--- Exercise directions ---
The result should consist solely of the line containing "For a GIS import: What" and the lines that follow it below, each reproduced exactly, the last line included.

--- Dataset content ---
--------

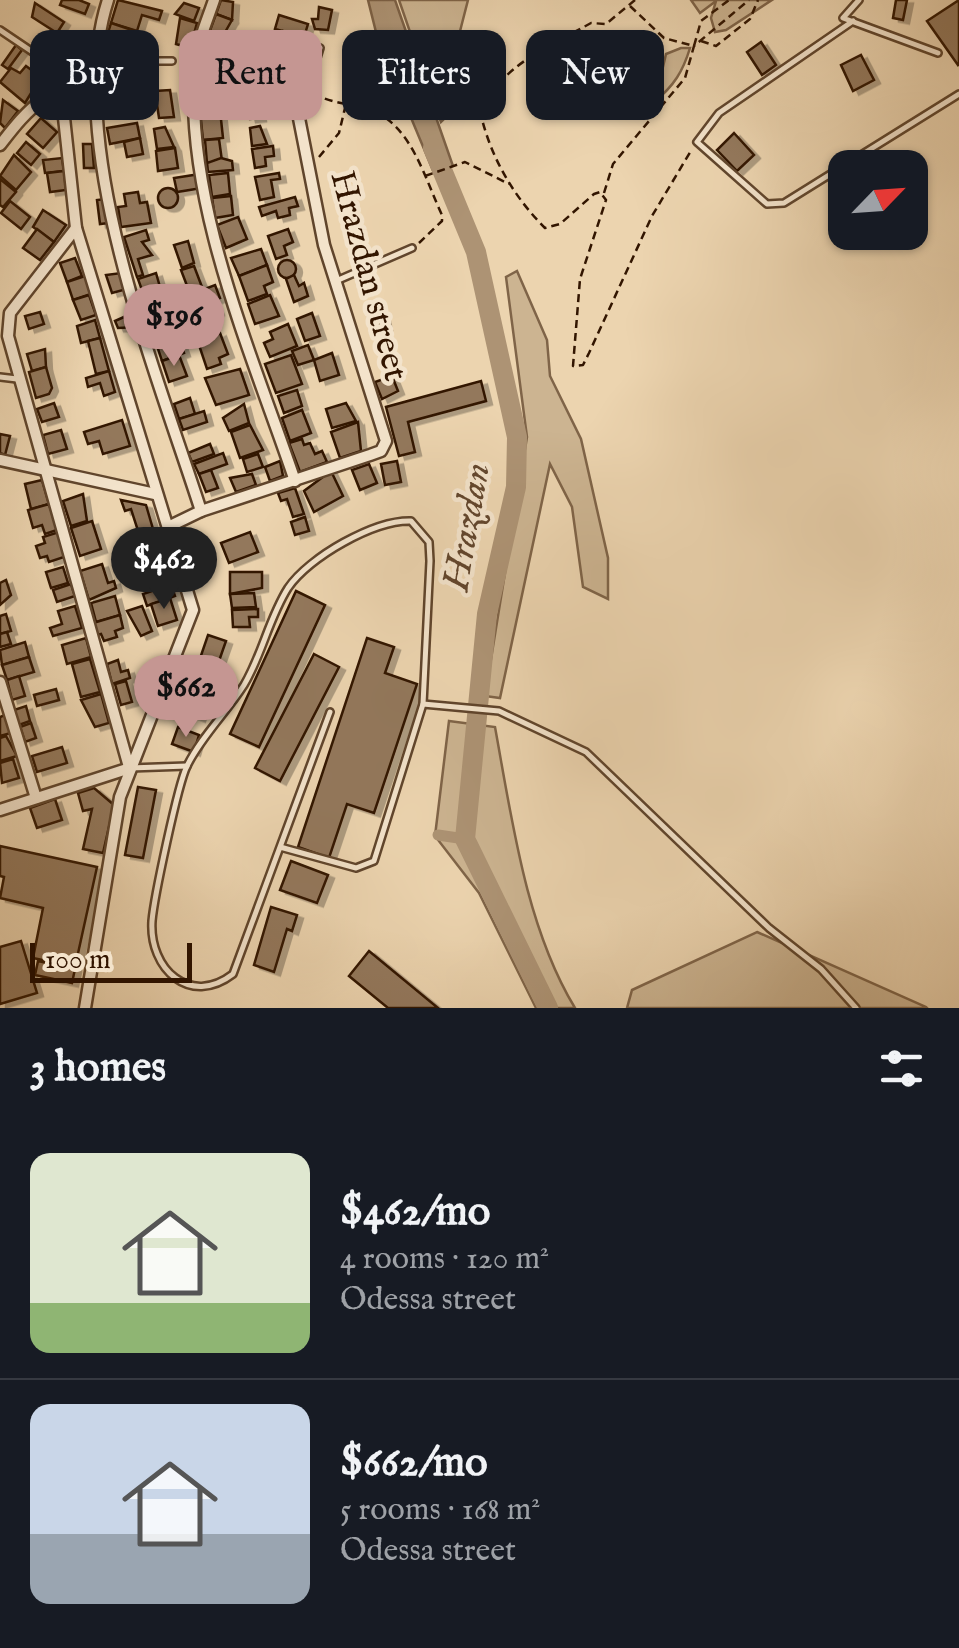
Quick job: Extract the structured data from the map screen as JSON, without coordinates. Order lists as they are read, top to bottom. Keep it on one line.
{"streets":{"street":["Hrazdan street"]},"water":["Hrazdan"],"scale_bar":"100 m","north":"top right","page":{"chip":["Buy","Rent","Filters","New"],"price":["$196","$462","$662"],"scale":"100 m","heading":"3 homes","list":[{"name":"$462/mo","note":"4 rooms · 120 m² · Odessa street"},{"name":"$662/mo","note":"5 rooms · 168 m² · Odessa street"}]}}
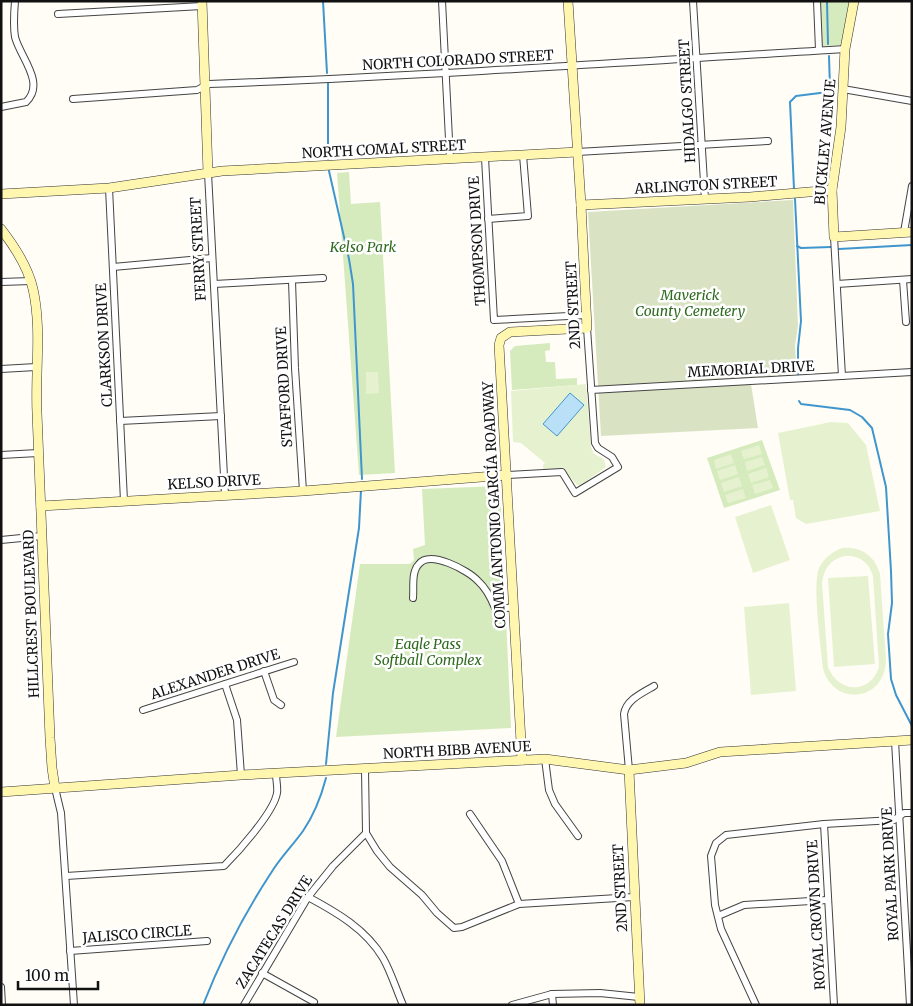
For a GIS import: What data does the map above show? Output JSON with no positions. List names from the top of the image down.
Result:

--------

--- Answer to this problem ---
For a GIS import: What data does the map above show? Output JSON with no positions. List names from the top of the image down.
Result:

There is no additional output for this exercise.